■ THE TASK ■
Write out, word for word, every line in the data below from the one containing "For a GIS import: Convert this map" to the one containing "Task: Summarize the", both of them included.

■ DATA EXTRACTS ■
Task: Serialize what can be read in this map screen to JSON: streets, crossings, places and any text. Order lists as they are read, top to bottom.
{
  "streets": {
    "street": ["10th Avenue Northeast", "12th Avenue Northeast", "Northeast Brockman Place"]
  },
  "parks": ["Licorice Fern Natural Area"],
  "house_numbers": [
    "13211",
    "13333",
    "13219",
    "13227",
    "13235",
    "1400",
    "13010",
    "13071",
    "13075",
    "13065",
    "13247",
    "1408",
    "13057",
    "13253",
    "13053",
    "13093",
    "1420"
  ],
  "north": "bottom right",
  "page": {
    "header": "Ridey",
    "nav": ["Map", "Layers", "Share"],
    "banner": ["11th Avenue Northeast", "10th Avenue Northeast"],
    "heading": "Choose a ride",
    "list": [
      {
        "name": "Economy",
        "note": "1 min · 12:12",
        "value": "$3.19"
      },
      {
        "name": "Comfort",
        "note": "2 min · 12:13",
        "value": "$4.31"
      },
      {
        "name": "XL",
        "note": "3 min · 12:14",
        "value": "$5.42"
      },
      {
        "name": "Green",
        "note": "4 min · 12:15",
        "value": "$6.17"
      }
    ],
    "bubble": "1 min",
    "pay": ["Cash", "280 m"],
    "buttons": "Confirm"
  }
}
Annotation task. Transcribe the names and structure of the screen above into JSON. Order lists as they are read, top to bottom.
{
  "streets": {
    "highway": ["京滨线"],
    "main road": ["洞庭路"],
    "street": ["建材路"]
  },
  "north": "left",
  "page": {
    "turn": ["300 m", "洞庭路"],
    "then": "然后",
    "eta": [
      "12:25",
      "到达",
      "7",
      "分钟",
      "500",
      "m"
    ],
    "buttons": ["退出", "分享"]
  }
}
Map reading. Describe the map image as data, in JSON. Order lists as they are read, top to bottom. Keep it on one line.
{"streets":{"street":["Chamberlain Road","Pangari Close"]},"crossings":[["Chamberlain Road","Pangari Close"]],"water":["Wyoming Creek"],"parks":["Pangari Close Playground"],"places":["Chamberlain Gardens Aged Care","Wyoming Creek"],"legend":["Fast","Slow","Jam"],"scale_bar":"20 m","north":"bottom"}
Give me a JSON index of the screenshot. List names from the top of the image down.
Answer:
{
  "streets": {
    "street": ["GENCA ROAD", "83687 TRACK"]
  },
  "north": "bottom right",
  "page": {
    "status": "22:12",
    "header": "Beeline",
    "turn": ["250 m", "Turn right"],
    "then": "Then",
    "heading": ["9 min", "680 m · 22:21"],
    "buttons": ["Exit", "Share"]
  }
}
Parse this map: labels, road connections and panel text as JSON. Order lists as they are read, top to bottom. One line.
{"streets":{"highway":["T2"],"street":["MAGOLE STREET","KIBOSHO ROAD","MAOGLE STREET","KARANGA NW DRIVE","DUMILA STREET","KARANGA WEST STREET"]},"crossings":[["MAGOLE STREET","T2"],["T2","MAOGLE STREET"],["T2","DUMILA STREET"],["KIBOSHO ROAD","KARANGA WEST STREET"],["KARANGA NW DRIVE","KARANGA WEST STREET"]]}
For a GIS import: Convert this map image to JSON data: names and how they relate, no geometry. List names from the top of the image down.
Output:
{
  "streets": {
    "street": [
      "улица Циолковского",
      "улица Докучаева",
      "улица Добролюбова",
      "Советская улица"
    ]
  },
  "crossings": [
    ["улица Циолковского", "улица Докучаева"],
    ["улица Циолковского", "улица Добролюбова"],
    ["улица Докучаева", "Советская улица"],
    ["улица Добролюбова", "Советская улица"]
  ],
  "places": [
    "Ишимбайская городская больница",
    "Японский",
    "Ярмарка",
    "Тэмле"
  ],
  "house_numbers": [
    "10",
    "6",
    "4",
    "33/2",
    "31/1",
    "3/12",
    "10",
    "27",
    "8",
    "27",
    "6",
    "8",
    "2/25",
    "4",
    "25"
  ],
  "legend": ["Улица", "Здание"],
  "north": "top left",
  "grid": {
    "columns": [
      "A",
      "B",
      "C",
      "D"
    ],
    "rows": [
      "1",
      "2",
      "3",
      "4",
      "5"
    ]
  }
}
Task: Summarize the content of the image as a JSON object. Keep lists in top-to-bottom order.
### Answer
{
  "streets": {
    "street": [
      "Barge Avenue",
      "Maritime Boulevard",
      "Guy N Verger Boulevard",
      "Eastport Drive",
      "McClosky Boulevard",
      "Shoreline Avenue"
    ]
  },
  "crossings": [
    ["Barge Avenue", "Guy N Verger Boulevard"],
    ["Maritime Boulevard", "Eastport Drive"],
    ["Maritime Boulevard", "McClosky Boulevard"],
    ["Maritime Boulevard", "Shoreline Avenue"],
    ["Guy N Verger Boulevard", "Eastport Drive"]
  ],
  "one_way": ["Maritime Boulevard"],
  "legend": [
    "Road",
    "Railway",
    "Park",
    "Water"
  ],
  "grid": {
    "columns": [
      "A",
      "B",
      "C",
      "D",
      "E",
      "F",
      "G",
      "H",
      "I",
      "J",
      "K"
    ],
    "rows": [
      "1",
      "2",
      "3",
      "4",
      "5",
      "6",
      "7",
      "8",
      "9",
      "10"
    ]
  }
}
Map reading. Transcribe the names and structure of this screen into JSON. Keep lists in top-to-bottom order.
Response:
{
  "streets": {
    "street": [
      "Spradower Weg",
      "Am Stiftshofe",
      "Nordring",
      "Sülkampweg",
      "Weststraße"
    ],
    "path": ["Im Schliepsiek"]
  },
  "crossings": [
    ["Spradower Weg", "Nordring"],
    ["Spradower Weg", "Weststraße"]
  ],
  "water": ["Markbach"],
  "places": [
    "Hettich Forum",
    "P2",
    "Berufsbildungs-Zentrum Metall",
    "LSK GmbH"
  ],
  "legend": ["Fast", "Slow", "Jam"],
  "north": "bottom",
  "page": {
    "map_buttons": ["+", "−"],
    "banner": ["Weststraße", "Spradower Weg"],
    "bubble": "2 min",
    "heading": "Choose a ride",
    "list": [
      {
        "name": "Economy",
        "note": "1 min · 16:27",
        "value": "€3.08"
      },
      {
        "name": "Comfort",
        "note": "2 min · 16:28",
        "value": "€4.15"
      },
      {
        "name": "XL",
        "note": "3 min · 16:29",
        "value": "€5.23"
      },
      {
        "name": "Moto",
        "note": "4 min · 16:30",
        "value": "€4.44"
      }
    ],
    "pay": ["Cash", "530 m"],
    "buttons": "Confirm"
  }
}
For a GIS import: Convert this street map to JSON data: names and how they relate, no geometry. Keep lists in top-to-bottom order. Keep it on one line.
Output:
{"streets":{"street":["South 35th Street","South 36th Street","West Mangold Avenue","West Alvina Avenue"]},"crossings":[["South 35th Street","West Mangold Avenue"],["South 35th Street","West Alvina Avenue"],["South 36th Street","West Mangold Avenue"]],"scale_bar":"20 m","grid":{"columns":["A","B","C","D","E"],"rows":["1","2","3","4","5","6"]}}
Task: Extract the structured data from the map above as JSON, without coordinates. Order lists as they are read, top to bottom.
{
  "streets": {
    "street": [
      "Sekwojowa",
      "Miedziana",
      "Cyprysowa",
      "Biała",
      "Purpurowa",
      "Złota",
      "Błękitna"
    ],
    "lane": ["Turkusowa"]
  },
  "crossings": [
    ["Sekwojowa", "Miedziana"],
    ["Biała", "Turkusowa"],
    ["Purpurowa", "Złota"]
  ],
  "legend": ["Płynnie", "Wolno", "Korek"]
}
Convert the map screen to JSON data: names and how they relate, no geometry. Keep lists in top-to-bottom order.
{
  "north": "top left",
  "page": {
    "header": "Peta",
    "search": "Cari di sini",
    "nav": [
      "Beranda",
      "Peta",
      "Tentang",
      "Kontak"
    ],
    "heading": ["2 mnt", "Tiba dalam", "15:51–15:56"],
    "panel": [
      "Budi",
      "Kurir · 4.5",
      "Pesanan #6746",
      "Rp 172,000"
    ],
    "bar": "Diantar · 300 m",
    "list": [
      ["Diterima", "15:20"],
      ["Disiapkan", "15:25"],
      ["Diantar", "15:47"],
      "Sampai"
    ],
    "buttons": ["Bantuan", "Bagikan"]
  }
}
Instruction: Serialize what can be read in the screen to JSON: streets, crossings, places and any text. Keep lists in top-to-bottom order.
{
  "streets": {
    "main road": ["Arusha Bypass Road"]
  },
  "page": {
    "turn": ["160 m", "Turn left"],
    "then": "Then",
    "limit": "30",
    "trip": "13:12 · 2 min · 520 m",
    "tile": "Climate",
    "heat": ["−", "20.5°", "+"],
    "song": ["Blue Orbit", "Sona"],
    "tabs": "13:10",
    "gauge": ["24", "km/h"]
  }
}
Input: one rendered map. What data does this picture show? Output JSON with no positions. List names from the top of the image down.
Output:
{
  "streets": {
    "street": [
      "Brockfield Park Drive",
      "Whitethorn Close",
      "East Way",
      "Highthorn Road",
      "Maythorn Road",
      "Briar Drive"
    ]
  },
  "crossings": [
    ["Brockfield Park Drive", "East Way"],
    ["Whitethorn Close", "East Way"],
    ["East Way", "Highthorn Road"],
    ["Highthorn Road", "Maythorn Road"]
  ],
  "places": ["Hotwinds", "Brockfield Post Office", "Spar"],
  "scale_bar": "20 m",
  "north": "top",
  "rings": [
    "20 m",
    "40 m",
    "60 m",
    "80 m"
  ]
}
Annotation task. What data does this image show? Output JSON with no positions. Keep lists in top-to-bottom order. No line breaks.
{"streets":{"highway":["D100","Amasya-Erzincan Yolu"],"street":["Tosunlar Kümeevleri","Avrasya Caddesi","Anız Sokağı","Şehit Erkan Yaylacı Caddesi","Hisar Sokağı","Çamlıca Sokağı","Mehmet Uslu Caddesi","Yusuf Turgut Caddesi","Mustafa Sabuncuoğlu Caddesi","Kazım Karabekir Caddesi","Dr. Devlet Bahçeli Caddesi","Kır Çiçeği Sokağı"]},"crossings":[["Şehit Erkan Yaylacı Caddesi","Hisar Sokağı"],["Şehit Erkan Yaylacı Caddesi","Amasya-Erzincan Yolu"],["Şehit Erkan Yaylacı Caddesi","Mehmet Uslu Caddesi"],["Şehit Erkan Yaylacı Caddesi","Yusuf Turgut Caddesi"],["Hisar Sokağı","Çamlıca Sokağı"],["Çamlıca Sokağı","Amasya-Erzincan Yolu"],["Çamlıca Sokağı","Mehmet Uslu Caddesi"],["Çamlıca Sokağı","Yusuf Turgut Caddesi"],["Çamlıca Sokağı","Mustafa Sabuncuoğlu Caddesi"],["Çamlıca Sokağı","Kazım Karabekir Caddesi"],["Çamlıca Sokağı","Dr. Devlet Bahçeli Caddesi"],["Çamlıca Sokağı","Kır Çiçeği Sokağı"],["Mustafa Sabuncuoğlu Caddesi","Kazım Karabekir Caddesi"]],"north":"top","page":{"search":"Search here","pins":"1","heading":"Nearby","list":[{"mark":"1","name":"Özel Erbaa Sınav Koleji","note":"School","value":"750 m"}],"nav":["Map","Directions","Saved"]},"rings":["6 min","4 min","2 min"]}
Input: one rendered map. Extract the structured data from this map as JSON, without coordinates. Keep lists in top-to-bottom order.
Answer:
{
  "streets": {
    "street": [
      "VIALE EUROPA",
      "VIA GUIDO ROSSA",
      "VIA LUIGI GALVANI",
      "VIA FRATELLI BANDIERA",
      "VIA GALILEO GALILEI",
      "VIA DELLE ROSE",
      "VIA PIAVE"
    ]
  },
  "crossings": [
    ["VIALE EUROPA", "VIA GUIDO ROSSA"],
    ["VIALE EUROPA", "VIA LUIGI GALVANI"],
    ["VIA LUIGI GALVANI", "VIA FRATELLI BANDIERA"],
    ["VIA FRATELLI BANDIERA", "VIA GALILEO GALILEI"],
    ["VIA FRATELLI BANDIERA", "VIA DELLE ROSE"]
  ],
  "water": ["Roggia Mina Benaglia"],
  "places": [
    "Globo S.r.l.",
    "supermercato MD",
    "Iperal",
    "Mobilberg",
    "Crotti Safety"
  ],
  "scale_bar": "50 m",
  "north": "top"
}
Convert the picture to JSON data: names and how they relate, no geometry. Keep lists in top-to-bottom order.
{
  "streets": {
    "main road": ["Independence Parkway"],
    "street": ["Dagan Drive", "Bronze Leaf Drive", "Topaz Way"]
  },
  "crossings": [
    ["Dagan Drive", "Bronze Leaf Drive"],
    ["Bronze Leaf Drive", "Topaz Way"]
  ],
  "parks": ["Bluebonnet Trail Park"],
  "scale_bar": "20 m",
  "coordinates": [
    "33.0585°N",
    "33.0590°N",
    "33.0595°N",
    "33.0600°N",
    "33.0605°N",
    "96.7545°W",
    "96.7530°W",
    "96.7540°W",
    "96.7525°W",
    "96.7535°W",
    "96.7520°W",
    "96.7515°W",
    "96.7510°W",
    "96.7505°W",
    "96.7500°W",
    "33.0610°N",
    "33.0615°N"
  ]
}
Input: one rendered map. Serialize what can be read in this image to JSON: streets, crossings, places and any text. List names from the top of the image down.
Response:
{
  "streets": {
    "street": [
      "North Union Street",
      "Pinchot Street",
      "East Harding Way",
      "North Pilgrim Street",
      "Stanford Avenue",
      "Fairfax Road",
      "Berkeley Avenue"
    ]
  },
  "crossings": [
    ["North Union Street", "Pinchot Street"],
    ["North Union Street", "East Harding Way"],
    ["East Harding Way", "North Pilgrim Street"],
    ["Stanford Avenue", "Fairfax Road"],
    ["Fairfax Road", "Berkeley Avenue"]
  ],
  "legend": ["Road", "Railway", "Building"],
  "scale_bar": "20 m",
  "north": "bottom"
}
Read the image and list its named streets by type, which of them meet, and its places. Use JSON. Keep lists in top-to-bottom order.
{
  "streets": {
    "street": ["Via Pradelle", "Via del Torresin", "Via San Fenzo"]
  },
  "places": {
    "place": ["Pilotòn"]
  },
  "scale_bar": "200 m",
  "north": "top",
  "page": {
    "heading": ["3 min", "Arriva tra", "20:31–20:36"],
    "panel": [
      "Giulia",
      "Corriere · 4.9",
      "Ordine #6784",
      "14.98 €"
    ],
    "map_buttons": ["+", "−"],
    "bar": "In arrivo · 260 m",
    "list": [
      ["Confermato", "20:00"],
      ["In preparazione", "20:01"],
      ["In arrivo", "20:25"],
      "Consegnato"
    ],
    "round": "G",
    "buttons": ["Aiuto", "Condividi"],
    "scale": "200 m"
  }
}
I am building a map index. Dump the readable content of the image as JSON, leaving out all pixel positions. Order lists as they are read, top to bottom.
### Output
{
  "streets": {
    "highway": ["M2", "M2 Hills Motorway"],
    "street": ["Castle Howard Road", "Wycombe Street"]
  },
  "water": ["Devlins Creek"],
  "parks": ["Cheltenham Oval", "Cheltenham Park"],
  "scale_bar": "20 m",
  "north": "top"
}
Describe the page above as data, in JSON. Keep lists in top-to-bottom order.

■ RESPONSE TO THE EXERCISE ■
For a GIS import: Convert this map image to JSON data: names and how they relate, no geometry. List names from the top of the image down.
Output:
{
  "streets": {
    "street": [
      "улица Циолковского",
      "улица Докучаева",
      "улица Добролюбова",
      "Советская улица"
    ]
  },
  "crossings": [
    ["улица Циолковского", "улица Докучаева"],
    ["улица Циолковского", "улица Добролюбова"],
    ["улица Докучаева", "Советская улица"],
    ["улица Добролюбова", "Советская улица"]
  ],
  "places": [
    "Ишимбайская городская больница",
    "Японский",
    "Ярмарка",
    "Тэмле"
  ],
  "house_numbers": [
    "10",
    "6",
    "4",
    "33/2",
    "31/1",
    "3/12",
    "10",
    "27",
    "8",
    "27",
    "6",
    "8",
    "2/25",
    "4",
    "25"
  ],
  "legend": ["Улица", "Здание"],
  "north": "top left",
  "grid": {
    "columns": [
      "A",
      "B",
      "C",
      "D"
    ],
    "rows": [
      "1",
      "2",
      "3",
      "4",
      "5"
    ]
  }
}
Task: Summarize the content of the image as a JSON object. Keep lists in top-to-bottom order.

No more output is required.